----- Source information

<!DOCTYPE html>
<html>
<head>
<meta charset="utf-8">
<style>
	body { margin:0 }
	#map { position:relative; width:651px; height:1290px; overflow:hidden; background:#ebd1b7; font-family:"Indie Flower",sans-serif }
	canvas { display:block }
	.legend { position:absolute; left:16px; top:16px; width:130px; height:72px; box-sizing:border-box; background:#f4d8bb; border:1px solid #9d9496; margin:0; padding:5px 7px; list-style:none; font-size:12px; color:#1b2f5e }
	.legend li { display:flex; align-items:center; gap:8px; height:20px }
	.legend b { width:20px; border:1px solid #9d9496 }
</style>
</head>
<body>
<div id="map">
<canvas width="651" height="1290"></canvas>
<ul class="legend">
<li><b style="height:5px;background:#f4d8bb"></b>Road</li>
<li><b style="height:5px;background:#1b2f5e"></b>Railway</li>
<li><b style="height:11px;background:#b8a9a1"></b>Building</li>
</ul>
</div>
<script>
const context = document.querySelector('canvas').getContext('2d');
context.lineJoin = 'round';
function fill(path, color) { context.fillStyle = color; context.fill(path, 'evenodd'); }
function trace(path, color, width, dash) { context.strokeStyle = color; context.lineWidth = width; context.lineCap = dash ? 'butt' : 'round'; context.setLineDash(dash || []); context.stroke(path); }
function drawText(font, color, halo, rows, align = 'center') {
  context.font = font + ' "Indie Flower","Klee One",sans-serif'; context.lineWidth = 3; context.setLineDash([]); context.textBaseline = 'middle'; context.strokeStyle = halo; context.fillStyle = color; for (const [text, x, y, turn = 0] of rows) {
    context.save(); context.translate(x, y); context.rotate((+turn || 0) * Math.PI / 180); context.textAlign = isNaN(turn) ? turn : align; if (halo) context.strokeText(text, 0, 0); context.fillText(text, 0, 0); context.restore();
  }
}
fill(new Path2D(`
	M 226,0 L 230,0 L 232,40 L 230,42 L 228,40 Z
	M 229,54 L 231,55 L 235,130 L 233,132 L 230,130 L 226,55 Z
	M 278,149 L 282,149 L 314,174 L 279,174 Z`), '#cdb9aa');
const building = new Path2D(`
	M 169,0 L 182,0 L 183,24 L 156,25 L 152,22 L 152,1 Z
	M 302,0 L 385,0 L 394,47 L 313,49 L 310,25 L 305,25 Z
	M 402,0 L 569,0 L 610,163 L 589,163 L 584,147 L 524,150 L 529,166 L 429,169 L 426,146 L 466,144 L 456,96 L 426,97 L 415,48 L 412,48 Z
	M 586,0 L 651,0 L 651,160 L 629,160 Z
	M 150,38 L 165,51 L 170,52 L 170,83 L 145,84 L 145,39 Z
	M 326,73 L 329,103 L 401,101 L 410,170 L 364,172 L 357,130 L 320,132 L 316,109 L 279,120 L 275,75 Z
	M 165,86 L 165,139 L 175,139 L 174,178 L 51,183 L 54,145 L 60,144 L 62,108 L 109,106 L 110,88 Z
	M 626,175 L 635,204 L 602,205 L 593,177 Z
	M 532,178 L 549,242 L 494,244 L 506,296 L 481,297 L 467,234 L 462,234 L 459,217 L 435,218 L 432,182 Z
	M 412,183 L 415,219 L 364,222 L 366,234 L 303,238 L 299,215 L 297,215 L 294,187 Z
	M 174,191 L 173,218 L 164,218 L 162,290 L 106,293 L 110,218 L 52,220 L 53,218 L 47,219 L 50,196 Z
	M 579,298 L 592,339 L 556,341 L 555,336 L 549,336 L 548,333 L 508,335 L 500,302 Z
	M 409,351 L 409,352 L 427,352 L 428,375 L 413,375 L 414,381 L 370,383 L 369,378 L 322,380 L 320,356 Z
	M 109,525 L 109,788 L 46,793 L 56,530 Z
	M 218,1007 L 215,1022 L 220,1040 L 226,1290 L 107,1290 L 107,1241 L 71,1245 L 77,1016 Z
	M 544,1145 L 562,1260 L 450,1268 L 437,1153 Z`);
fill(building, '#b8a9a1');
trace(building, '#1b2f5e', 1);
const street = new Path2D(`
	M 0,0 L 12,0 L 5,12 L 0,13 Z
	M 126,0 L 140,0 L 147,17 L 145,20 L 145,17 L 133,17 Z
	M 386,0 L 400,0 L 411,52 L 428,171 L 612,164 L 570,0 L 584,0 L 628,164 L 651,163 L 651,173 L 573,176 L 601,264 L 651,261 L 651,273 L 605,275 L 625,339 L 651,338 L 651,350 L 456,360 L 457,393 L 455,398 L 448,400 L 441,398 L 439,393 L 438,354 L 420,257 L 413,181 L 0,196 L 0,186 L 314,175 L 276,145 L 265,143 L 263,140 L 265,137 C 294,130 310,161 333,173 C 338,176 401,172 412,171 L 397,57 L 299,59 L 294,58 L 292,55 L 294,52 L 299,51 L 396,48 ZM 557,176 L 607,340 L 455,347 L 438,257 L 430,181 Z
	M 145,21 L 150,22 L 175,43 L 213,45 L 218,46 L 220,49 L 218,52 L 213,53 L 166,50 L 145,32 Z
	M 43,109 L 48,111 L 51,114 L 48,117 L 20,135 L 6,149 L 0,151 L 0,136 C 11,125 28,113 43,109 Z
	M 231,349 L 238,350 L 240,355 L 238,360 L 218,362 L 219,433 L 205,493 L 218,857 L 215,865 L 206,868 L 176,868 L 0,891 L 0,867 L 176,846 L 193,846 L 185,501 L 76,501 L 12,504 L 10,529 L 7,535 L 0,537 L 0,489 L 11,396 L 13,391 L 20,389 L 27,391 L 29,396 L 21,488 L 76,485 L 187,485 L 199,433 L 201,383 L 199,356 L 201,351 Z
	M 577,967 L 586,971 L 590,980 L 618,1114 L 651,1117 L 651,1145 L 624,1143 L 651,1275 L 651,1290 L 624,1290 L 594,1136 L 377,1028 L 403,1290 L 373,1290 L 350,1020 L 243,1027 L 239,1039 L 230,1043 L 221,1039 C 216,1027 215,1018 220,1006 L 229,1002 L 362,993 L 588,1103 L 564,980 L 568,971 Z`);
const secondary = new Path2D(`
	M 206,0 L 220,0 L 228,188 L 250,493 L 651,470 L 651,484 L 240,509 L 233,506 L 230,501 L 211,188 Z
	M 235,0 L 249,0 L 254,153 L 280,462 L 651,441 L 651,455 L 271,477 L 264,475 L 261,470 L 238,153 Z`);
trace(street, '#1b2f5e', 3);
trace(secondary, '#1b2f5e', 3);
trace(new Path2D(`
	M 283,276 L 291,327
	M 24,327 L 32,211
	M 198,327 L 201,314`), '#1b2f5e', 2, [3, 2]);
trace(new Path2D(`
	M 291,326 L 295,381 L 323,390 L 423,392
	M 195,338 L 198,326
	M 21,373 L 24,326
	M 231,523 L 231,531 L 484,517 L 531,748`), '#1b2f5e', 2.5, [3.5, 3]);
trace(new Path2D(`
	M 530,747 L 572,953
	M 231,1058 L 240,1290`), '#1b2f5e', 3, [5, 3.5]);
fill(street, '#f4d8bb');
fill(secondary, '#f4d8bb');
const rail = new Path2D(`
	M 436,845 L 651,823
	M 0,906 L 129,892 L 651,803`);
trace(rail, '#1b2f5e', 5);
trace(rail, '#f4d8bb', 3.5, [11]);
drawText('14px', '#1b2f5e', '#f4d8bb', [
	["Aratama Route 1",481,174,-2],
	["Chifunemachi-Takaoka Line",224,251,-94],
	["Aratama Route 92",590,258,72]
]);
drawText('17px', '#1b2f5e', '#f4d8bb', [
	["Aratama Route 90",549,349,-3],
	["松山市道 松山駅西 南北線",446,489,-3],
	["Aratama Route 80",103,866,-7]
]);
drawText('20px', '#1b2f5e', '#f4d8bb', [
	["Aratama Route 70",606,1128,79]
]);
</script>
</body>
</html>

----------
----- Source information

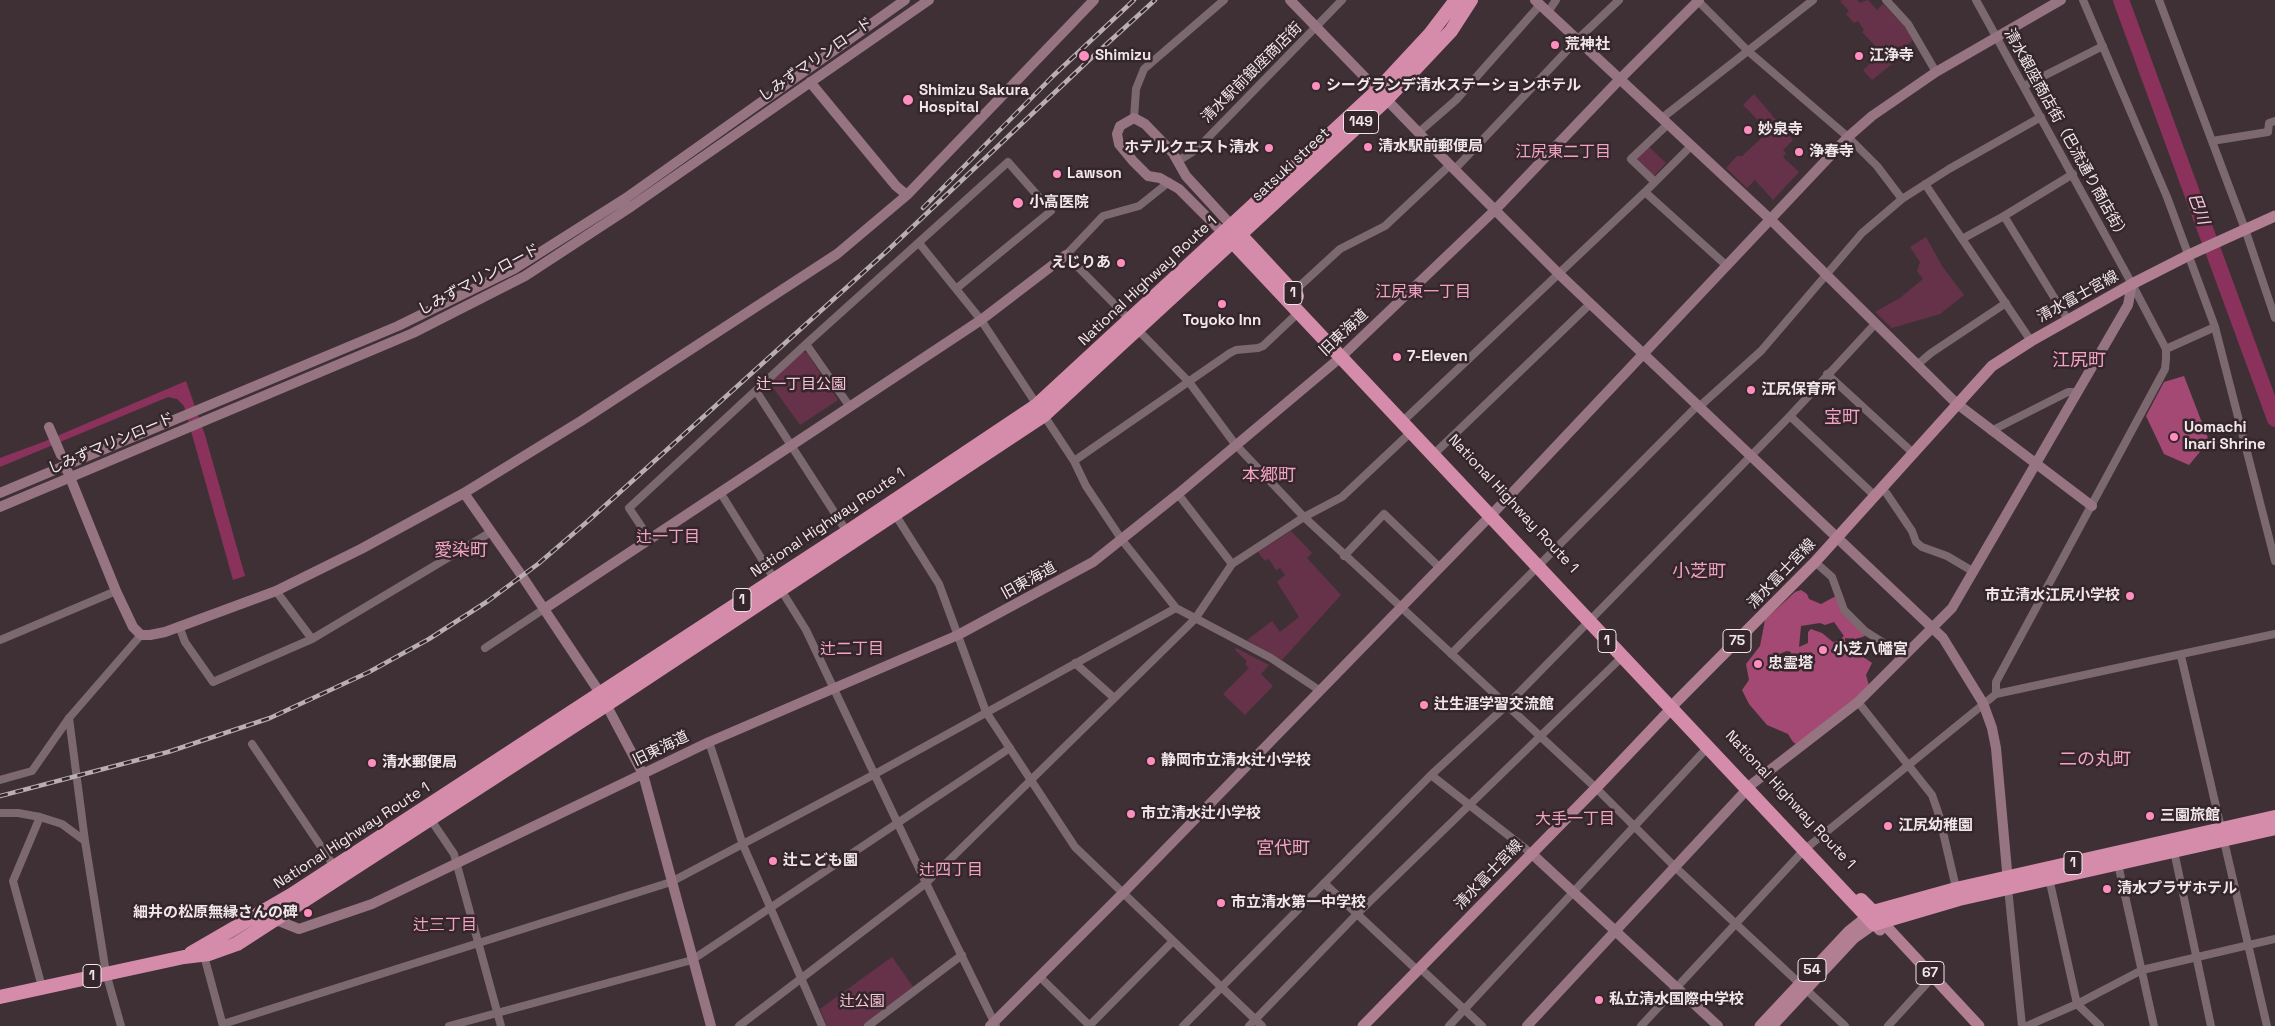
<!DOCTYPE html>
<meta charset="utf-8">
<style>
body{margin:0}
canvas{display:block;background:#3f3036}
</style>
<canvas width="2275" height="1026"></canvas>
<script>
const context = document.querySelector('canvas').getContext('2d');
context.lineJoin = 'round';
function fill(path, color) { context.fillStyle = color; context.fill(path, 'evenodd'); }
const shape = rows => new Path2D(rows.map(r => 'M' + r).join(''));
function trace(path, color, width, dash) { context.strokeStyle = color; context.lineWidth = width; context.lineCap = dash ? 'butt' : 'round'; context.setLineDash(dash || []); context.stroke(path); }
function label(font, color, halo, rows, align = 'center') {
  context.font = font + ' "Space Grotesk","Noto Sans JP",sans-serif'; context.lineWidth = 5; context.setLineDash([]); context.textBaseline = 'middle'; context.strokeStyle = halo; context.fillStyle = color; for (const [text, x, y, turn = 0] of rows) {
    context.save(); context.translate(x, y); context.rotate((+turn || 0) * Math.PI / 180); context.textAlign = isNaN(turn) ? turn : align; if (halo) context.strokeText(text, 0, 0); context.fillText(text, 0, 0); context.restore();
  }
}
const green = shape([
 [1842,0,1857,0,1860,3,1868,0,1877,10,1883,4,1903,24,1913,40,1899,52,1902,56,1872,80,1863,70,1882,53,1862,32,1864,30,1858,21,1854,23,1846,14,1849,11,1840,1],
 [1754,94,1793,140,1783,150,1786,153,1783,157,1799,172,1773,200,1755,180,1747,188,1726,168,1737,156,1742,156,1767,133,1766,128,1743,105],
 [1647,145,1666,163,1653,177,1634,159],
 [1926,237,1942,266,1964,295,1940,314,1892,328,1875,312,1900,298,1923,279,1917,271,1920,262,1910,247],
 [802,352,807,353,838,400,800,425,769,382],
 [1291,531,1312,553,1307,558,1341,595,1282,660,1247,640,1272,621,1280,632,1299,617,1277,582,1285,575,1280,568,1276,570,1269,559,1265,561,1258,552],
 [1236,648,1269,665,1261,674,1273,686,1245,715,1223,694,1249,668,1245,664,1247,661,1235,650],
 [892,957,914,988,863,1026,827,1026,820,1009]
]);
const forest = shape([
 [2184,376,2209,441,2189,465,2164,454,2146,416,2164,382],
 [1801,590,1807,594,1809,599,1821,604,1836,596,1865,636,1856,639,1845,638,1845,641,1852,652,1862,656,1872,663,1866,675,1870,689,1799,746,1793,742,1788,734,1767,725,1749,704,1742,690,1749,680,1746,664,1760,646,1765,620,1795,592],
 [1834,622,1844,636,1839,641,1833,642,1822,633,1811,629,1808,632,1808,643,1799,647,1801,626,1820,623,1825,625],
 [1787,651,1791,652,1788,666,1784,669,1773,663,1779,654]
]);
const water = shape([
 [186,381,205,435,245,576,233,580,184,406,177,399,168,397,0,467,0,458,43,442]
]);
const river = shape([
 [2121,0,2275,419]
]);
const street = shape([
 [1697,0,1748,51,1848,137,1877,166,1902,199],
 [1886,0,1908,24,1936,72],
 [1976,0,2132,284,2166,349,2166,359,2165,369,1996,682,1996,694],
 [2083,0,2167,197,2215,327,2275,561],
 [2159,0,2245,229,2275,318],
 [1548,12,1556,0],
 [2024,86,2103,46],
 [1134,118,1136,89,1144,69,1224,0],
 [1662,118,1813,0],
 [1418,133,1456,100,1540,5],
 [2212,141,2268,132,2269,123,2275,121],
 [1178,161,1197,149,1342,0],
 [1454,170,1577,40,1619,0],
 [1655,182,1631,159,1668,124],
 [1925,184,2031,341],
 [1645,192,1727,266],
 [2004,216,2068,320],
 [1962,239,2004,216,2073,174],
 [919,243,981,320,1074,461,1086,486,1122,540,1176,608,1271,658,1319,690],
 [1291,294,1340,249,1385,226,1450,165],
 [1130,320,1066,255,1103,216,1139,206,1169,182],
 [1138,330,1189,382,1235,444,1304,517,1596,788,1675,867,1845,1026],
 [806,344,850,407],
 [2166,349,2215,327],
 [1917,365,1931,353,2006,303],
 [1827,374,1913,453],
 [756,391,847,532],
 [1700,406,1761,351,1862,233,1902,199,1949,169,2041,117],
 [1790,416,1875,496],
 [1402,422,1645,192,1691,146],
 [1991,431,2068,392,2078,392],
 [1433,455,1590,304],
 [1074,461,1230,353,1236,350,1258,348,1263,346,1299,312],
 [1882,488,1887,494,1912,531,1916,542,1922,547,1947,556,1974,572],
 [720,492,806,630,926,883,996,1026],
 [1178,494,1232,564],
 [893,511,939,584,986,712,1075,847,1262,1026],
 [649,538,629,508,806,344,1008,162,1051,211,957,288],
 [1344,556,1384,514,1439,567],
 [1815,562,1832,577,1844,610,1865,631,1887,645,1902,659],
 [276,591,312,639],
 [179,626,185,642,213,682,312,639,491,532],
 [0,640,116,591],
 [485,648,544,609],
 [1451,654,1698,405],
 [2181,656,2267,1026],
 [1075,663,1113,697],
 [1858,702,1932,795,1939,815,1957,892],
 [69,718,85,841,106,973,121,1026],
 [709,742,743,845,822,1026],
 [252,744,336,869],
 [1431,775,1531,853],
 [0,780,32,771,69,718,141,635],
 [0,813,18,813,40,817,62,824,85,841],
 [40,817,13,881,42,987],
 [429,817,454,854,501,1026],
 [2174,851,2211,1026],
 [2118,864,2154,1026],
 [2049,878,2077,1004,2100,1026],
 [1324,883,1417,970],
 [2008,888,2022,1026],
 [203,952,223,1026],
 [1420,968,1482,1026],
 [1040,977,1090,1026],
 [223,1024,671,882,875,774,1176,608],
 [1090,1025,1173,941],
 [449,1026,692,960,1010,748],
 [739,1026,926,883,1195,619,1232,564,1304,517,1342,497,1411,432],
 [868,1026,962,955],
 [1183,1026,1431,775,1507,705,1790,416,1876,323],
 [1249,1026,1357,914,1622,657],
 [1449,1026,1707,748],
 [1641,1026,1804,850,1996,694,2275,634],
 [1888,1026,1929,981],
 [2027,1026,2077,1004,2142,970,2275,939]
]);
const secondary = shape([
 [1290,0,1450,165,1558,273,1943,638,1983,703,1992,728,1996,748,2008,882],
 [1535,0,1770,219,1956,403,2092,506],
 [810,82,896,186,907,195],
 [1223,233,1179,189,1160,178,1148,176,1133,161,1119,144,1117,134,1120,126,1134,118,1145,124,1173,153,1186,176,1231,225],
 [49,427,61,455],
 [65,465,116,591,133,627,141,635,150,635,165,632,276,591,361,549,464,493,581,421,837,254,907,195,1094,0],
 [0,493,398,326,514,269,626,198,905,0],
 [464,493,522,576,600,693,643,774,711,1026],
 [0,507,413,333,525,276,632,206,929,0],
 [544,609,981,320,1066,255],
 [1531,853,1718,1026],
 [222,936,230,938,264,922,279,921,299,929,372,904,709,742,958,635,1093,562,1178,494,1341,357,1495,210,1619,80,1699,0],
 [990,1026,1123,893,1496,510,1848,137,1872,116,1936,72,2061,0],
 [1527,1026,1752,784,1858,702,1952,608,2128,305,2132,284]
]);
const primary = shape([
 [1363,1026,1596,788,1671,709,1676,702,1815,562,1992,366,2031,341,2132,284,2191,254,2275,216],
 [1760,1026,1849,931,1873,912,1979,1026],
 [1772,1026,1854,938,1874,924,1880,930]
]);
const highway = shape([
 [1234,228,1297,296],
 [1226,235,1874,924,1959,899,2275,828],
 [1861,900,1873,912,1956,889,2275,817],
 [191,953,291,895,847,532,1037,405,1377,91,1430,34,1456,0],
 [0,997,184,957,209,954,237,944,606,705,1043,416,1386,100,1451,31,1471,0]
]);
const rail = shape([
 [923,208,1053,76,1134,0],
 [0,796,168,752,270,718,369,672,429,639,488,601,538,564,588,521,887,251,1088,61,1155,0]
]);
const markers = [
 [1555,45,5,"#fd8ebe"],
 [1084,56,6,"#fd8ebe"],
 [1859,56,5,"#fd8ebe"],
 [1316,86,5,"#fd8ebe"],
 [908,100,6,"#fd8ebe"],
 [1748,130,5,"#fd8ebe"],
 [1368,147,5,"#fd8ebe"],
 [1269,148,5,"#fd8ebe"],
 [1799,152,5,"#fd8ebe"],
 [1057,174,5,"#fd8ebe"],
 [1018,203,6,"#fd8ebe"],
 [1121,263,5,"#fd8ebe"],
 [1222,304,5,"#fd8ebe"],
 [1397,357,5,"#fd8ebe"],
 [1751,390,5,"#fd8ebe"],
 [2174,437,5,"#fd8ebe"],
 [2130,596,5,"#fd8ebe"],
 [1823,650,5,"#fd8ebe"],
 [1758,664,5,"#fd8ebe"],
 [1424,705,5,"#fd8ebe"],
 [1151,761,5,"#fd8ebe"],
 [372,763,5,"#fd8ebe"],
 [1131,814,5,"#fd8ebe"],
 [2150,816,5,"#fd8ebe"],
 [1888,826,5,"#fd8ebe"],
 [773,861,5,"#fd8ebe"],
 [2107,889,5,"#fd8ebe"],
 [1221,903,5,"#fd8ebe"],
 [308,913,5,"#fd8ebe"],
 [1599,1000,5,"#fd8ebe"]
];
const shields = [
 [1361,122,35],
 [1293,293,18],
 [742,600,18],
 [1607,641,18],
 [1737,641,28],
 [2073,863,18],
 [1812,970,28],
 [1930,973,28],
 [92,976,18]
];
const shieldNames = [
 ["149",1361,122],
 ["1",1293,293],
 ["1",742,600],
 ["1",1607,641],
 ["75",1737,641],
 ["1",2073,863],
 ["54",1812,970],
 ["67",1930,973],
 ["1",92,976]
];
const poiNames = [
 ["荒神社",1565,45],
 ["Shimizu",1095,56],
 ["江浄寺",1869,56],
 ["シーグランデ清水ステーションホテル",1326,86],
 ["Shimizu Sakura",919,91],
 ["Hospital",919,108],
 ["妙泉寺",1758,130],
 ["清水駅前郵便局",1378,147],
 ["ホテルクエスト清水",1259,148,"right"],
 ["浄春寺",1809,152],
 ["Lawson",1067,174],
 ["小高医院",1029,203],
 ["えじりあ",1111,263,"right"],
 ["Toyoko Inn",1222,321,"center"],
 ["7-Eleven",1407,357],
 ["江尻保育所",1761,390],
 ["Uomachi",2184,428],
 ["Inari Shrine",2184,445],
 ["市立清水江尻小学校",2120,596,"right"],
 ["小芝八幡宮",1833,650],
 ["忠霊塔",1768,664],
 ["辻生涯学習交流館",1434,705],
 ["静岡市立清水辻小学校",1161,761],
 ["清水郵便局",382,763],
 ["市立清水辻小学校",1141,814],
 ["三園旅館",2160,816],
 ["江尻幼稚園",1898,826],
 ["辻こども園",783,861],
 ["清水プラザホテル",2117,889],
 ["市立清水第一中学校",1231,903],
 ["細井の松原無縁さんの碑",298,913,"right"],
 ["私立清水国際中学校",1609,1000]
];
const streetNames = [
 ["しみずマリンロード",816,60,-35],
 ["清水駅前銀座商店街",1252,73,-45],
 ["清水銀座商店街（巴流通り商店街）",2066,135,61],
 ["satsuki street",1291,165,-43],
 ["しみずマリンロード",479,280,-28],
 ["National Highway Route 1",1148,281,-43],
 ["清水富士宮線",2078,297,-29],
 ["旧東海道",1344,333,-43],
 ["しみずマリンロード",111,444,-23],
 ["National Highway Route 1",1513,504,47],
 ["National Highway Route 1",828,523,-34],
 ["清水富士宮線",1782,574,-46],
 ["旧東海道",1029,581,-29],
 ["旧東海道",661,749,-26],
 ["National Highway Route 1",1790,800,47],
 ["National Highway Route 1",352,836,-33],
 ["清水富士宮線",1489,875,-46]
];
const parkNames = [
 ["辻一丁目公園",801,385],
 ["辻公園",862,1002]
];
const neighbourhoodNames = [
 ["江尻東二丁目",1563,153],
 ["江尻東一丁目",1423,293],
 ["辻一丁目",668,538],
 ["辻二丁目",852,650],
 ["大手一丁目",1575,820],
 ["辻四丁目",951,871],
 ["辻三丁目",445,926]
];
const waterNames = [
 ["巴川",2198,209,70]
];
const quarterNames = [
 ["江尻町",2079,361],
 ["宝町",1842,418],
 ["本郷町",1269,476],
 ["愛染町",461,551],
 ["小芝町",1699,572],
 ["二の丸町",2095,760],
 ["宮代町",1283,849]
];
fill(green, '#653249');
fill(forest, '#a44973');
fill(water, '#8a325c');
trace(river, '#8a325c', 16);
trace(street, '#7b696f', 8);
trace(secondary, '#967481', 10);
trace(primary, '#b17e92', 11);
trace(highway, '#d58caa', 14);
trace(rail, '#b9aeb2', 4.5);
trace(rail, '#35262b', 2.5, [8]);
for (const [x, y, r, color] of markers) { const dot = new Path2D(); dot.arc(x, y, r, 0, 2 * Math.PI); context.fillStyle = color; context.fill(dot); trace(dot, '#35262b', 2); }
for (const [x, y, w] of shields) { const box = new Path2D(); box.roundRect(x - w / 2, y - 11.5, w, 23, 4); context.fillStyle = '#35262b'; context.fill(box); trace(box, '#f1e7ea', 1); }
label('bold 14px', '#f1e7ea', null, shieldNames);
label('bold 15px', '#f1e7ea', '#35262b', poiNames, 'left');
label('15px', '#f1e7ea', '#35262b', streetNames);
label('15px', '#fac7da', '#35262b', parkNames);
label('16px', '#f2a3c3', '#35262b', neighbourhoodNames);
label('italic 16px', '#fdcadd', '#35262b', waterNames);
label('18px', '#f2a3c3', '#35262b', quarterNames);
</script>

----------

* [How to complete this task]:
Every line that contains the string "middle" should be returned from the data.

* [Solution]:
  context.font = font + ' "Indie Flower","Klee One",sans-serif'; context.lineWidth = 3; context.setLineDash([]); context.textBaseline = 'middle'; context.strokeStyle = halo; context.fillStyle = color; for (const [text, x, y, turn = 0] of rows) {
  context.font = font + ' "Space Grotesk","Noto Sans JP",sans-serif'; context.lineWidth = 5; context.setLineDash([]); context.textBaseline = 'middle'; context.strokeStyle = halo; context.fillStyle = color; for (const [text, x, y, turn = 0] of rows) {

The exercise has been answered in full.